A new blue ribbon study, “A National Blueprint for Biodefense,” endorsed a new strategic direction for medical countermeasures to biothreats, recommending investments in vaccine-on-demand technologies developed by EpiVax.

By Richard Asinof

WASHINGTON, D.C. – The vaccine on demand technologies pioneered by EpiVax received a major shot in the arm when the Blue Ribbon Study Panel on Biodefense released on Oct. 28 urged a dramatic shift in the government’s strategic approach to preparedness from potential bio threats and flu pandemics.

Instead of relying on the previous strategy of stockpiling vaccines, the panel, chaired by former head of the U.S. Department of Homeland Security and former Sen. Joseph Lieberman, endorsed making major new strategic investments in medical counter measures.

The recommendations called for a major new infusion of federal resources: 10 percent of all new National Institutes of Health “innovation” funds, and 10 percent of all Biomedical Advanced Research and Development Authority, or BARDA, funds be allocated go to fund innovative platform technologies, such as those developed by EpiVax.

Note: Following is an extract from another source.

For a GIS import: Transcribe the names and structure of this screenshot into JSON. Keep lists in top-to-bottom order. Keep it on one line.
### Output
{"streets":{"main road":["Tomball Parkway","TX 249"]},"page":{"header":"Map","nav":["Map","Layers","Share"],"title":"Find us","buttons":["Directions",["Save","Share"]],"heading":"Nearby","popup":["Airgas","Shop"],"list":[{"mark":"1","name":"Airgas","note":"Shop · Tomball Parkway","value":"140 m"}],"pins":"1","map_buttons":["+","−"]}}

All four recommendations made by EpiVax founder, CEO and chief science officer Dr. Annie De Groot when she had testified before the panel in April of this year were adopted in the report. [See link to ConvergenceRI story below.]

These included:
•  Encourage the U.S. Food and Drug Administration to develop a strategy for approving platform approaches to making “vaccines on demand.”

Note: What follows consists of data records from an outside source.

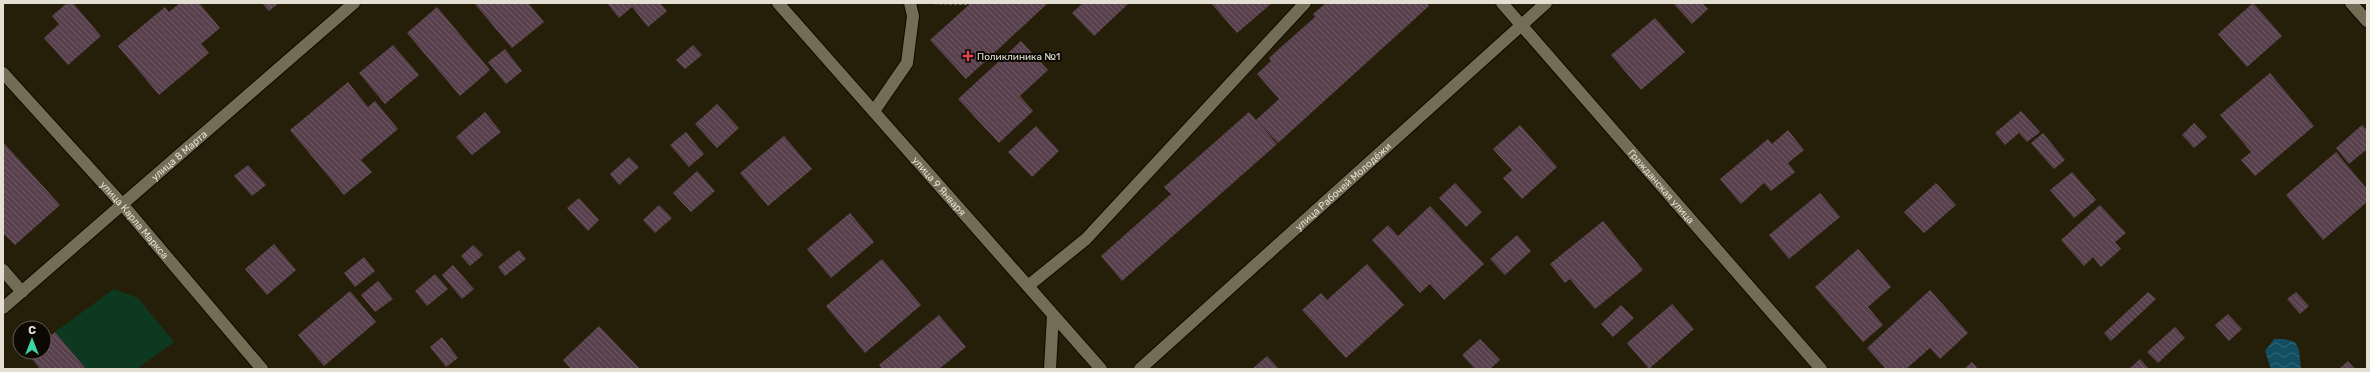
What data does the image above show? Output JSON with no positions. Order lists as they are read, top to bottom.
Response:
{
  "streets": {
    "street": [
      "улица 8 Марта",
      "улица 9 Января",
      "улица Рабочей Молодёжи",
      "Гражданская улица",
      "улица Карла Маркса"
    ]
  },
  "crossings": [
    ["улица 8 Марта", "улица Карла Маркса"],
    ["улица Рабочей Молодёжи", "Гражданская улица"]
  ],
  "places": {
    "health": ["Поликлиника №1"]
  },
  "north": "top"
}
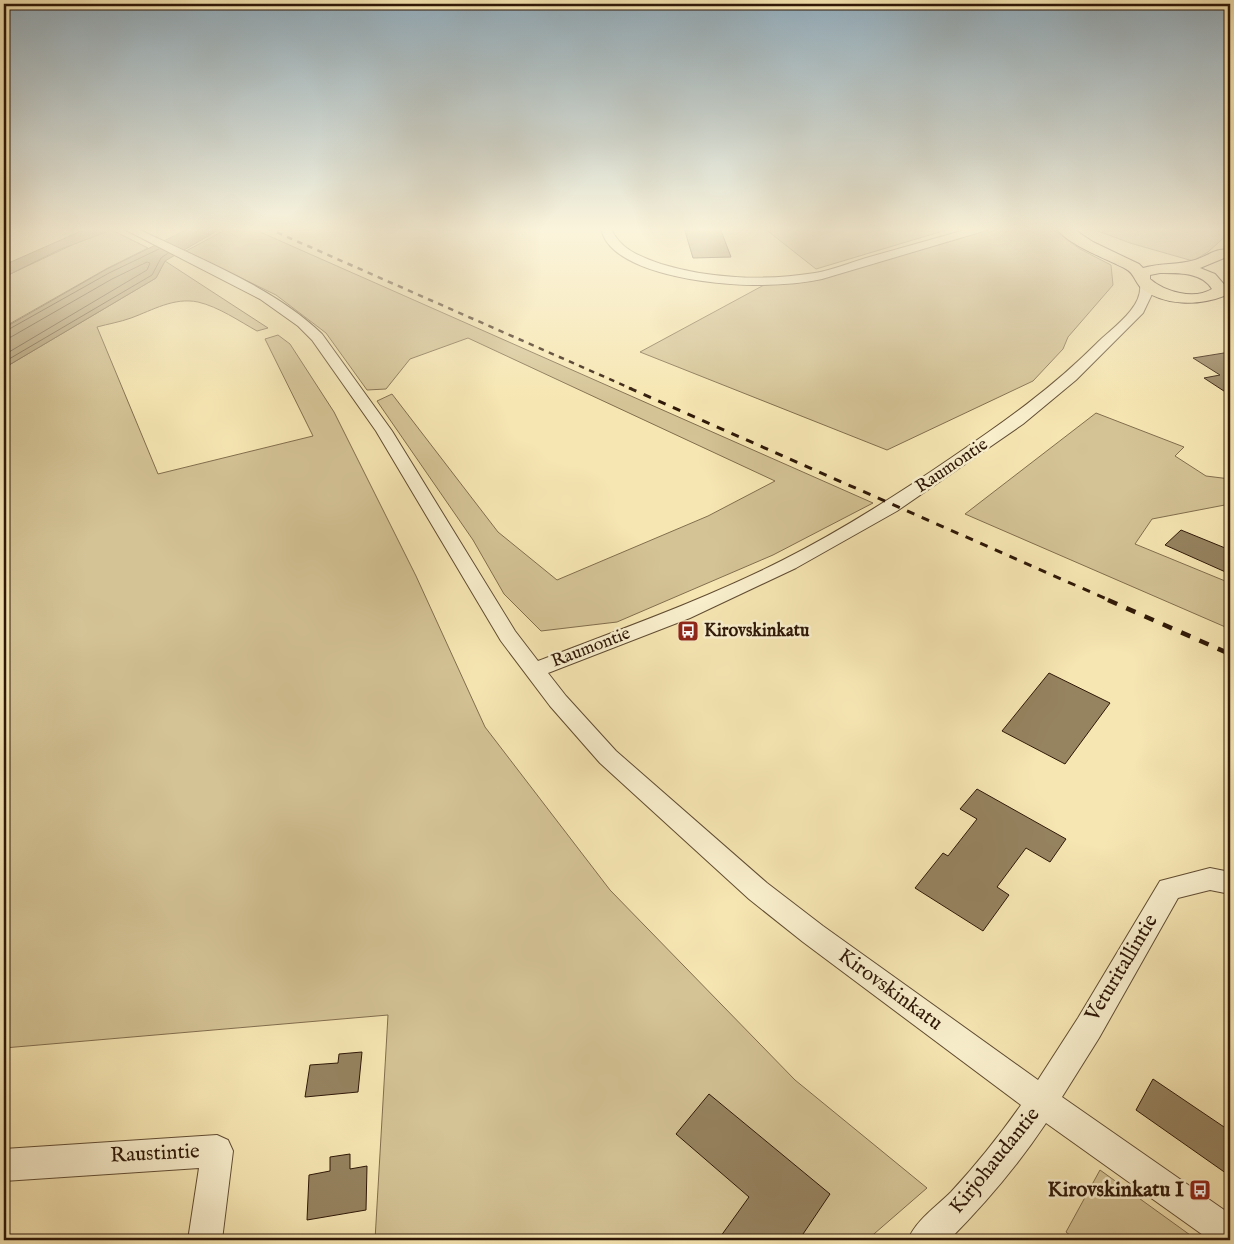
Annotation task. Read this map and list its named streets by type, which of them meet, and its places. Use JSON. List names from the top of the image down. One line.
{"streets":{"street":["Raumontie","Veturitallintie","Kirovskinkatu","Raustintie","Kirjohaudantie"]},"crossings":[["Raumontie","Kirovskinkatu"],["Veturitallintie","Kirovskinkatu"],["Veturitallintie","Kirjohaudantie"],["Kirovskinkatu","Kirjohaudantie"]],"places":{"bus stop":["Kirovskinkatu","Kirovskinkatu I"]}}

•  Fix the broken SBIR (Small Business Innovative Research) program at the NIH, prioritizing innovation over incrementalism in medical countermeasure development.

•  Require BARDA to devote no less than 10 percent of its annual budget to funding new, innovative technologies that will lead to faster response and recovery than current vaccines achieve.

•  Invest in innovator research in the U.S.

“We congratulate the Blue Ribbon Study Panel on their comprehensive review and echo their call for prioritizing innovation over incrementalism in medical counter measure development,” De Groot said in a news release. “Lives are at stake, and money is being wasted on products and processes that simply do not work,” she continued. “As this report shows, there is a better way.”

EpiVax has been at the forefront of the ‘vaccines-on-demand’ movement for the past decade.

The Providence-based company uses special computer-driven tools that have been successfully validated in a number of published studies. The team of scientists at EpiVax has already created several such ‘vaccines-on-demand’ for the Defense Advanced Research Projects Agency, or DARPA, at the Department of Defense, under “stress test” conditions.

“We don’t really get to choose what we have to prepare for [in terms of biothreats],” said Secretary of the Navy Richard Danzig, saying that vaccines on demand address concerns raised by the blue-ribbon panel.

Good timing
The release of the blue ribbon panel report comes at a fortuitous time for EpiVax: the ninth annual Vaccine Renaissance is convening this week in Providence from Nov. 4-6, providing a nexus for vaccine developers and highlighting the crucial role vaccines play in human health.

The conference, hosted by the University of Rhode Island’s iCubed, the Institute for Immunology and Informatics, will bring together some of the world’s most renowned vaccine and immunology researchers. Among the guest speakers this year are Mark Poznansky of the Harvard Medical School, Manon Cox of Protein Sciences, and Sohail Ahmed of GSK.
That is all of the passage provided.